Salade : « pour les pucerons, nous avons constaté l’impact de la fertilisation »
Véronique Fleury, responsable du service agronomie à la coopérative Rosée des champs, à Doué-en-Anjou, dans le Maine-et-Loire, nous livre les dernières avancées des producteurs de salade dans la lutte contre les pucerons.
Véronique Fleury, responsable du service agronomie à la coopérative Rosée des champs, à Doué-en-Anjou, dans le Maine-et-Loire, nous livre les dernières avancées des producteurs de salade dans la lutte contre les pucerons.
« La coopérative, en plus de légumes frais, produit des légumes et salades prêts à l’emploi, crus et cuits, à destination de la restauration hors domicile. La salade représente la moitié de notre activité. Nos producteurs cultivent des salades en plein champ de mai à octobre.
Depuis déjà plusieurs années, nous testons de nombreuses alternatives aux leviers chimiques, dans un souci de réduire notre impact sur l’environnement mais aussi de nous préparer à l’arrêt programmé de certaines solutions.

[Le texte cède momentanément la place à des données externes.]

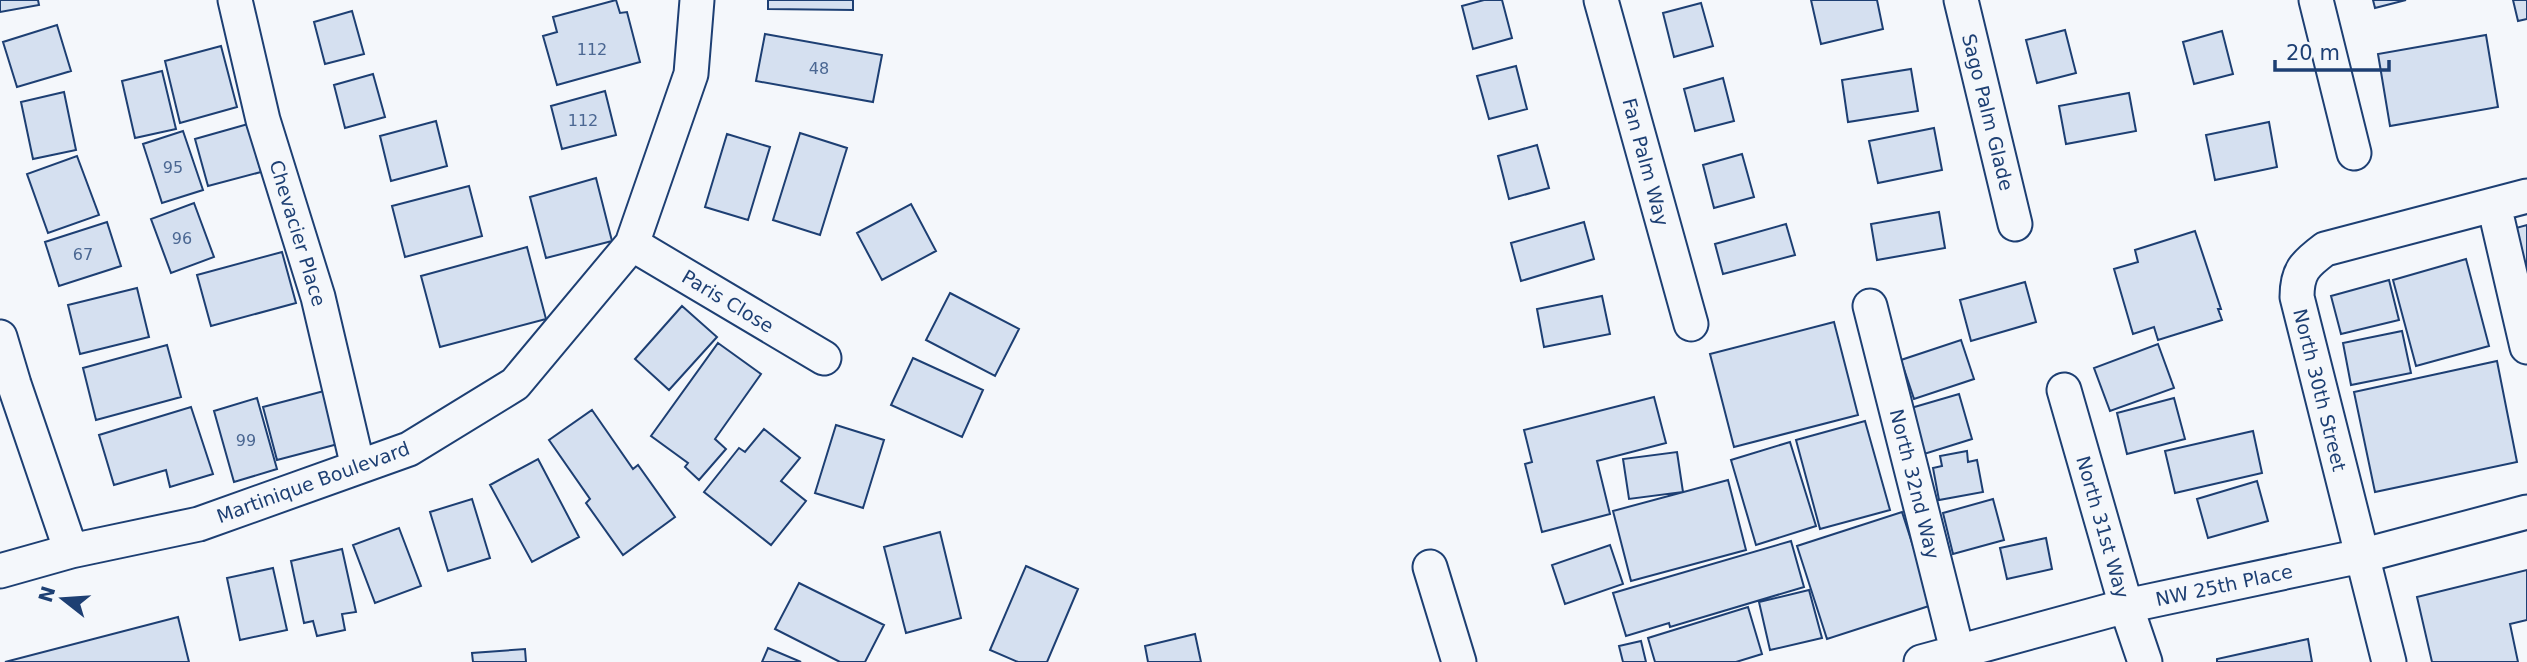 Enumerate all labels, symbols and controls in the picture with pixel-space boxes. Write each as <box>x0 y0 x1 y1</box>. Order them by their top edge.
scale bar <box>2275 28 2389 72</box>
street label: Sago Palm Glade <box>1958 31 2018 193</box>
house number: 112 <box>577 40 607 59</box>
text: 20 m <box>2286 41 2340 65</box>
house number: 48 <box>809 59 829 78</box>
street label: Fan Palm Way <box>1618 96 1674 228</box>
house number: 112 <box>568 111 598 130</box>
street label: Chevacier Place <box>265 157 331 309</box>
house number: 95 <box>163 158 183 177</box>
house number: 96 <box>172 229 192 248</box>
house number: 67 <box>73 245 93 264</box>
street label: Paris Close <box>678 265 778 337</box>
street label: North 30th Street <box>2289 307 2351 473</box>
street label: North 32nd Way <box>1886 407 1944 561</box>
house number: 99 <box>236 431 256 450</box>
street label: Martinique Boulevard <box>213 437 413 527</box>
street label: North 31st Way <box>2072 453 2134 601</box>
street label: NW 25th Place <box>2154 560 2294 610</box>
north arrow <box>28 564 98 634</box>
text: N <box>34 583 60 605</box>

Pour les pucerons, nous avons constaté l’impact de la fertilisation. Des plantes plus fertilisées vont davantage attirer les pucerons. Ils auront moins d’appétence lorsque la fertilisation azotée est équilibrée. Nous réalisons des analyses de sol en labo avant la culture, puis des tests rapides avec le Nitracheck en cours de culture pour apporter la juste dose et réduire les attaques. Cette pratique rentre dans une approche plus globale dite régénérative. On prend en compte tout l’environnement de la culture, notamment la vie du sol. C’est le premier support d’aide pour lutter contre les bioagresseurs, y compris contre les pucerons. Par exemple, nous apportons depuis de nombreuses années beaucoup de matières organiques, ce qui donne de la souplesse et de la résilience au sol et du confort pour les plantes. Toujours pour aller plus loin en fertilisation, nous participons au projet européen AllEcoSys avec des essais qui permettent de comparer la fertilisation minérale et la fertilisation organique.
Dans cette même démarche régénérative, nous sommes en train d’explorer l’impact de l’allongement des rotations. Nous testons une diversification avec un allongement des rotations sur trois ou quatre ans avec d’autres légumes, sur trois à cinq ans avec des céréales. Nous constatons un net effet sur la pression.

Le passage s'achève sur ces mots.